Gregory Peck, Karl Malden, Millard Mitchell

11:30 Central time

One of the better old 50's westerns

_Aging gunslinger, Jimmy Ringo, rides into a strange town where he's immediately recognized. As kids gather at the saloon windows to glimpse the killer and townsfolk gossip about his exploits, the town marshal tries to keep the peace. He wants Ringo out of town, but Ringo asks for a few hours' grace to see his sweetheart, whom he hasn't seen in more than eight years, and their son, whom he's never seen. Meanwhile, three angry cowboys are on his trail and the town's young hothead is scheming to see just how fast Jimmy is. Ringo wants to be left alone, to live with his family, maybe on a small ranch away from his reputation.
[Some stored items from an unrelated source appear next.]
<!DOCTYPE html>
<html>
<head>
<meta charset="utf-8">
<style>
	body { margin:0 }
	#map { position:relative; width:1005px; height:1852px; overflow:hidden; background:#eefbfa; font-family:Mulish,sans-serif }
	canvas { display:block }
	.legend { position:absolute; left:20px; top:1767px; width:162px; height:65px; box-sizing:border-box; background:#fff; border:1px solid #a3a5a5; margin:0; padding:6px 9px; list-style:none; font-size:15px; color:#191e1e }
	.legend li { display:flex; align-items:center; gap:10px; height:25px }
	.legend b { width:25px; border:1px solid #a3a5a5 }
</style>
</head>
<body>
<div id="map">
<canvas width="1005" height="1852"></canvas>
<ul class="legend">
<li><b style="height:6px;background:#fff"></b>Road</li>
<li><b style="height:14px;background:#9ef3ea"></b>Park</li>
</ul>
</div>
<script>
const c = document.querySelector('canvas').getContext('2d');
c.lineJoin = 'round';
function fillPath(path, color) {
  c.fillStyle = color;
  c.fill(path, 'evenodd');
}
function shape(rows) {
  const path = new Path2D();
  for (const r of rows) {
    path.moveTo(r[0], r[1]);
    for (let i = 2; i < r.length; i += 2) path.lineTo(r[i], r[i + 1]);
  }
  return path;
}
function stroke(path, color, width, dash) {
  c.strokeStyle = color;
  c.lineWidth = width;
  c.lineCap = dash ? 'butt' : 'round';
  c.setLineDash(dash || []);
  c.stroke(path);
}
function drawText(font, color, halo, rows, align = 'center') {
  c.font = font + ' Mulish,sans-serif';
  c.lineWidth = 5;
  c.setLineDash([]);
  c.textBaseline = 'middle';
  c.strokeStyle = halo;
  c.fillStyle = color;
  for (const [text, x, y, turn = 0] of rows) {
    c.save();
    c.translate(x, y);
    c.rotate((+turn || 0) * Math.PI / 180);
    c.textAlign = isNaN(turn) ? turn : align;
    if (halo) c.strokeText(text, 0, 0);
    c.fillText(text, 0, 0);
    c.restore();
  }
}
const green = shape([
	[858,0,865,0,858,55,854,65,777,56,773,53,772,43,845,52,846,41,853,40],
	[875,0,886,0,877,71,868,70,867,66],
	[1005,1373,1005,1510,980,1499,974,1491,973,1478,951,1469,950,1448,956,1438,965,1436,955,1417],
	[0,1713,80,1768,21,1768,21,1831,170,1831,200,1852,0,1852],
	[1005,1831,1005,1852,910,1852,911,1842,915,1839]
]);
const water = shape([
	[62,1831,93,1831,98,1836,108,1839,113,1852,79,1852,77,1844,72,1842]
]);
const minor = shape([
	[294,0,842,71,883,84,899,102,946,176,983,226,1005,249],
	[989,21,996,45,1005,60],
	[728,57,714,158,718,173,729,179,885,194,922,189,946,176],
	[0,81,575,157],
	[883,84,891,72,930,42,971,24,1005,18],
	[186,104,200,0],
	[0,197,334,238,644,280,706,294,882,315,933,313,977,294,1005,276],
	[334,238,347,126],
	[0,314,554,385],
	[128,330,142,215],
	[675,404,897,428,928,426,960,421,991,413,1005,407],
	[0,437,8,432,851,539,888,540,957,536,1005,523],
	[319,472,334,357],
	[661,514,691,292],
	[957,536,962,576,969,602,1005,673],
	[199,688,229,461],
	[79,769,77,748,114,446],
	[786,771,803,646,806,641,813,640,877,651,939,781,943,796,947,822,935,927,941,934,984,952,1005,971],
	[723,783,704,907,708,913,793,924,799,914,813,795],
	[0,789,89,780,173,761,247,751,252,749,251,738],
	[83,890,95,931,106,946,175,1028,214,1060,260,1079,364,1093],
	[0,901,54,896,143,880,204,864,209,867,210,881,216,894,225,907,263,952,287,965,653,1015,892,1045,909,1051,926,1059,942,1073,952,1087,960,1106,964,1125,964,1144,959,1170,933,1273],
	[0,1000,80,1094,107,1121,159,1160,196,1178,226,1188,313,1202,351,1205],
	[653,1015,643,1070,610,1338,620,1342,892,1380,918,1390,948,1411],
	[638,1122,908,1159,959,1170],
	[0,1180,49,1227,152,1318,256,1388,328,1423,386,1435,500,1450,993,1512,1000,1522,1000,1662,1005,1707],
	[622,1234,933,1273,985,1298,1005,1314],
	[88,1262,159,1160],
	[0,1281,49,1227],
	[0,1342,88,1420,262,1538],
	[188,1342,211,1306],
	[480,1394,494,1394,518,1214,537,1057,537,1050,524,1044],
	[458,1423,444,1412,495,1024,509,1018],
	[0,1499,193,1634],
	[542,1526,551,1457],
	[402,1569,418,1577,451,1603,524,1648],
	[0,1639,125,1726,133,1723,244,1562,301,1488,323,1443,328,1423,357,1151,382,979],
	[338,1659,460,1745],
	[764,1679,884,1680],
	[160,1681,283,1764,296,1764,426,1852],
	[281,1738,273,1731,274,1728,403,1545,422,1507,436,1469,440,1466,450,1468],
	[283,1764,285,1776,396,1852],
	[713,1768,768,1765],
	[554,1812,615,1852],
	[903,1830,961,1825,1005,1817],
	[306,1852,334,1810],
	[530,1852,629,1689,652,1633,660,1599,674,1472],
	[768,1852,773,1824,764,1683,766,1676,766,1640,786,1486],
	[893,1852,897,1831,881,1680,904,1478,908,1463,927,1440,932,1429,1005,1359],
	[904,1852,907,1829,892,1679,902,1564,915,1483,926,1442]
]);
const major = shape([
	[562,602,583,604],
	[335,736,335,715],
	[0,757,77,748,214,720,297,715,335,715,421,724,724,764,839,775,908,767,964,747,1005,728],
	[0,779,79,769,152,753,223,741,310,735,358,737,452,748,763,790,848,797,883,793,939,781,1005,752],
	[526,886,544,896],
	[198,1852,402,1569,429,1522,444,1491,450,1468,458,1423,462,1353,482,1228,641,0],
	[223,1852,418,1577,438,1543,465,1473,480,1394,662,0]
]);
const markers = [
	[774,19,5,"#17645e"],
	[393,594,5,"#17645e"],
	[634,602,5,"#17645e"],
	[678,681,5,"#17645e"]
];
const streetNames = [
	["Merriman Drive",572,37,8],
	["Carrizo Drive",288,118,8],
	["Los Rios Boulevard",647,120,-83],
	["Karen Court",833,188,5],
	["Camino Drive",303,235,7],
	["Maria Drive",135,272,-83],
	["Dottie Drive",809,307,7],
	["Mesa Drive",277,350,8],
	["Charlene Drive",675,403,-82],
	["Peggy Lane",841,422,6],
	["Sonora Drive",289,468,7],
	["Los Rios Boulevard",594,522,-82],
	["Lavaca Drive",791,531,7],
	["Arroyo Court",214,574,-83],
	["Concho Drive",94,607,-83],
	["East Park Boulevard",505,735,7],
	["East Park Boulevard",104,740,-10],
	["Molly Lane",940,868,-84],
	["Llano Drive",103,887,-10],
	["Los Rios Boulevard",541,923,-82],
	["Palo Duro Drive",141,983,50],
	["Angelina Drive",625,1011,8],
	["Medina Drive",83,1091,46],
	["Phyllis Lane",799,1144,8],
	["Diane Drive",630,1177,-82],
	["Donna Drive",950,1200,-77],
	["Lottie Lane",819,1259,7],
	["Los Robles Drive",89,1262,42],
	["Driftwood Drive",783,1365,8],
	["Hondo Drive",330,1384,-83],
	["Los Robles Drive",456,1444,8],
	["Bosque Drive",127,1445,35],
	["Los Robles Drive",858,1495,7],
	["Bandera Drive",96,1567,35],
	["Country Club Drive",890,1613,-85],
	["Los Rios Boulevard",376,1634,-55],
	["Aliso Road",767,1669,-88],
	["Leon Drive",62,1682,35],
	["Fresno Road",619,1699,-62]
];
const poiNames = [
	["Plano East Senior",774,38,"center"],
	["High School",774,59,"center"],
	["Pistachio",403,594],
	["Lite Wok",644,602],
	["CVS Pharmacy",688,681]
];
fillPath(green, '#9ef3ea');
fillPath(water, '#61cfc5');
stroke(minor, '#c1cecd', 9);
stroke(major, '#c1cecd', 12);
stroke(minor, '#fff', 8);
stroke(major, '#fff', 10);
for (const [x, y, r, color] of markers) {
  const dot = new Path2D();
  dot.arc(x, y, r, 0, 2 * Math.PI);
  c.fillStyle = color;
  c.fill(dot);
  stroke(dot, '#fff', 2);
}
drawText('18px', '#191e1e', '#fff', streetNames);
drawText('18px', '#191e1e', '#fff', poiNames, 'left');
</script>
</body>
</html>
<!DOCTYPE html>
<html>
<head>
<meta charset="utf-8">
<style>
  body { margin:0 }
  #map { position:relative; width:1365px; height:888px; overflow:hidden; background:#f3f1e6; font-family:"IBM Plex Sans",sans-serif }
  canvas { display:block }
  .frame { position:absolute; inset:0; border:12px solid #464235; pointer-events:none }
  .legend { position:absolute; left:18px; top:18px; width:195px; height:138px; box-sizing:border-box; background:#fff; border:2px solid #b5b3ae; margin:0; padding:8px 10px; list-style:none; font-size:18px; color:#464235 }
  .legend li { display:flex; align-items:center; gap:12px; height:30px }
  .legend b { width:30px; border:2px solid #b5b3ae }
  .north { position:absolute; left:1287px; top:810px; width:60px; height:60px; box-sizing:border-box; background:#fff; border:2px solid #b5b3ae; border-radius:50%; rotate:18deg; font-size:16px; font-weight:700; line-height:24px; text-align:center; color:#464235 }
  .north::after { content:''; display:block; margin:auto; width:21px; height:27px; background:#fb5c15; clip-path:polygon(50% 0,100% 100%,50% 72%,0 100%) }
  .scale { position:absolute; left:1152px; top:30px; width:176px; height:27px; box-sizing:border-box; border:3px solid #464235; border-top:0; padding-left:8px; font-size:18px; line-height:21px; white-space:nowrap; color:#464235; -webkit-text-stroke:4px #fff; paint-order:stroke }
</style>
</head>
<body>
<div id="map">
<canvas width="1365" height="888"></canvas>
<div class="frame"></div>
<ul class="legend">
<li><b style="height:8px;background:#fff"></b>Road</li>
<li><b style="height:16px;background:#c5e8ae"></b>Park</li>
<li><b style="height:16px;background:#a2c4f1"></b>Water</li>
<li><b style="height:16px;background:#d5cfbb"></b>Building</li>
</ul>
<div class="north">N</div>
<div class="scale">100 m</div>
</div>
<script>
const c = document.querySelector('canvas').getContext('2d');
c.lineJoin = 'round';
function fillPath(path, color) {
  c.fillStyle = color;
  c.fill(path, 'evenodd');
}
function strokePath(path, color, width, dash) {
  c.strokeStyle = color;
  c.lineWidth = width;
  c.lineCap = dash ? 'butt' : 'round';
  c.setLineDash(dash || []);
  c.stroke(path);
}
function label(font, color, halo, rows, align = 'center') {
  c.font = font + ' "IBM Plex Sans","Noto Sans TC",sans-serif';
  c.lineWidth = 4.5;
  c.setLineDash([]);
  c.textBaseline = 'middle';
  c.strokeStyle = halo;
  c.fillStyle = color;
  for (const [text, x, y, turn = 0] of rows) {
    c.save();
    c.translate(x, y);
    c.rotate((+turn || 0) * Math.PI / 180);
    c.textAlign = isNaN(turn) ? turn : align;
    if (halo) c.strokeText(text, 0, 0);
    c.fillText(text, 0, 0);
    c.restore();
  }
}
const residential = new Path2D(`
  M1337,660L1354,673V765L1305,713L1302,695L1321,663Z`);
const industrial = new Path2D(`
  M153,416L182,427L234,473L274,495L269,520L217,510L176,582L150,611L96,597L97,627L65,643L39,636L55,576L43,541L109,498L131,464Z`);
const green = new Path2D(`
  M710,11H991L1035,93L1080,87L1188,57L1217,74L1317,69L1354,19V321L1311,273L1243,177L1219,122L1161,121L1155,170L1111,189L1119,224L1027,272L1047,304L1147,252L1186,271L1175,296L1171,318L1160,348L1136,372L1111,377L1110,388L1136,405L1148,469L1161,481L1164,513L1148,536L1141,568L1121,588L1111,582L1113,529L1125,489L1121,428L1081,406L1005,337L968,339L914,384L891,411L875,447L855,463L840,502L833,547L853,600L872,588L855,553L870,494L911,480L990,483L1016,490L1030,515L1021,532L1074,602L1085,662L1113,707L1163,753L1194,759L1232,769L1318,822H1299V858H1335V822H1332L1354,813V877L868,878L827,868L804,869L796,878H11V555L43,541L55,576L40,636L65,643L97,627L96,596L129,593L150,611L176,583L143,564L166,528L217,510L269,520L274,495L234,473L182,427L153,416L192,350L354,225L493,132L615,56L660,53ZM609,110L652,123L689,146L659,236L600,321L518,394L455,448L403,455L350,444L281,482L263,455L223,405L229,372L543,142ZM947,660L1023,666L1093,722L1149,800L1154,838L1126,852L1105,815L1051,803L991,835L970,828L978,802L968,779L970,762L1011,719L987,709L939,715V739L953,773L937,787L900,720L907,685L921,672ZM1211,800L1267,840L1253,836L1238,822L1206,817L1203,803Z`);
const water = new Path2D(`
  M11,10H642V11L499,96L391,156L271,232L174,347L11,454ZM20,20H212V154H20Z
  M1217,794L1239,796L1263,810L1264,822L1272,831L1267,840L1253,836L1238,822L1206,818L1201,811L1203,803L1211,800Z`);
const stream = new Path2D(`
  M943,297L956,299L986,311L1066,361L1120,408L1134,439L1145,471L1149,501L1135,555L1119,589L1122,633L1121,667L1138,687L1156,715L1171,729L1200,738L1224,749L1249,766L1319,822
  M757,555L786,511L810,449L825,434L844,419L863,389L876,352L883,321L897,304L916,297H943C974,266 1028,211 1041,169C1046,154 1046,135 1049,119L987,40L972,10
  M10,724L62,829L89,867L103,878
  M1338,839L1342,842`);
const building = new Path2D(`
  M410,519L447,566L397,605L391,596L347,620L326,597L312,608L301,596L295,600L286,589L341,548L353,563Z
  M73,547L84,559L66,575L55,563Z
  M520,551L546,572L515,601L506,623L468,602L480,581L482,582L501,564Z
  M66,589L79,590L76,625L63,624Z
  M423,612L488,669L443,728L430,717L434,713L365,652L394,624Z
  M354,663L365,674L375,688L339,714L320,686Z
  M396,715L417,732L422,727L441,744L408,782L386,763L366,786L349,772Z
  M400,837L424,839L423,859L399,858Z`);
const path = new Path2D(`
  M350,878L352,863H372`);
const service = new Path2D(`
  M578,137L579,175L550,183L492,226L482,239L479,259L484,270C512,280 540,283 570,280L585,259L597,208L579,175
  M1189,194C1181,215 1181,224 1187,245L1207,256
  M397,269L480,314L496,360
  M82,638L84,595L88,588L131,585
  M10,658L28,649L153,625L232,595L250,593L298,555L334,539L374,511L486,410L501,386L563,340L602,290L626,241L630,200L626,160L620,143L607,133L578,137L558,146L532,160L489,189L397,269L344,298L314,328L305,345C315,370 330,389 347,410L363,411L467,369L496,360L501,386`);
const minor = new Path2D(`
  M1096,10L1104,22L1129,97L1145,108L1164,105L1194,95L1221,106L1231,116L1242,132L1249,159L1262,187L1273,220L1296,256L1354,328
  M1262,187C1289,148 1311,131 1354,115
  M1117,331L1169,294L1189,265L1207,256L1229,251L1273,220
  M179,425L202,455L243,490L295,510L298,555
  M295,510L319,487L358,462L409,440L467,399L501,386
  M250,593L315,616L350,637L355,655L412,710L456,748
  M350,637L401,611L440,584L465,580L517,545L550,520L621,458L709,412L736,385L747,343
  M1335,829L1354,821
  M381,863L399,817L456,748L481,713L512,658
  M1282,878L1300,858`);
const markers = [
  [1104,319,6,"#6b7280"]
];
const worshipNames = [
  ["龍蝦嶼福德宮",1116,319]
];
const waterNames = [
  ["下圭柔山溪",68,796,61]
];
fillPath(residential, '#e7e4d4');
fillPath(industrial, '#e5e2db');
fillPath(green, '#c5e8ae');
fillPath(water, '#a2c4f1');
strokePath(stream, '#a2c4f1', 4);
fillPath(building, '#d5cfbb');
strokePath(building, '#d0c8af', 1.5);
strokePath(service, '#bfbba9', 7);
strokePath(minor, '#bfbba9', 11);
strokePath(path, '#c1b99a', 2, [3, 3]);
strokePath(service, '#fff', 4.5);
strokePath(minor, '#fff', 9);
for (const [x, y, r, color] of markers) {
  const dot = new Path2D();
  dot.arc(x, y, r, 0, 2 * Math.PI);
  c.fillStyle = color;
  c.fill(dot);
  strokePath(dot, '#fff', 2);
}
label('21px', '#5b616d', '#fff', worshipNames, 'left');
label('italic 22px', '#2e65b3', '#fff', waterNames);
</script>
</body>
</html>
But can he escape that reputation and find peace?_

http://www.imdb.com/title/tt0042531/

_John Wayne wanted to play Ringo. The story was purchased by Harry Cohn of Columbia Pictures for Wayne. But Wayne refused to work for Cohn, who had mistreated him nearly twenty years earlier when Wayne was beginning his career_

http://en.wikipedia.org/wiki/The_Gunfighter_(film)


----------



## CodyJ (Sep 7, 2010)

Thanks for the tip, keep 'em coming!


----------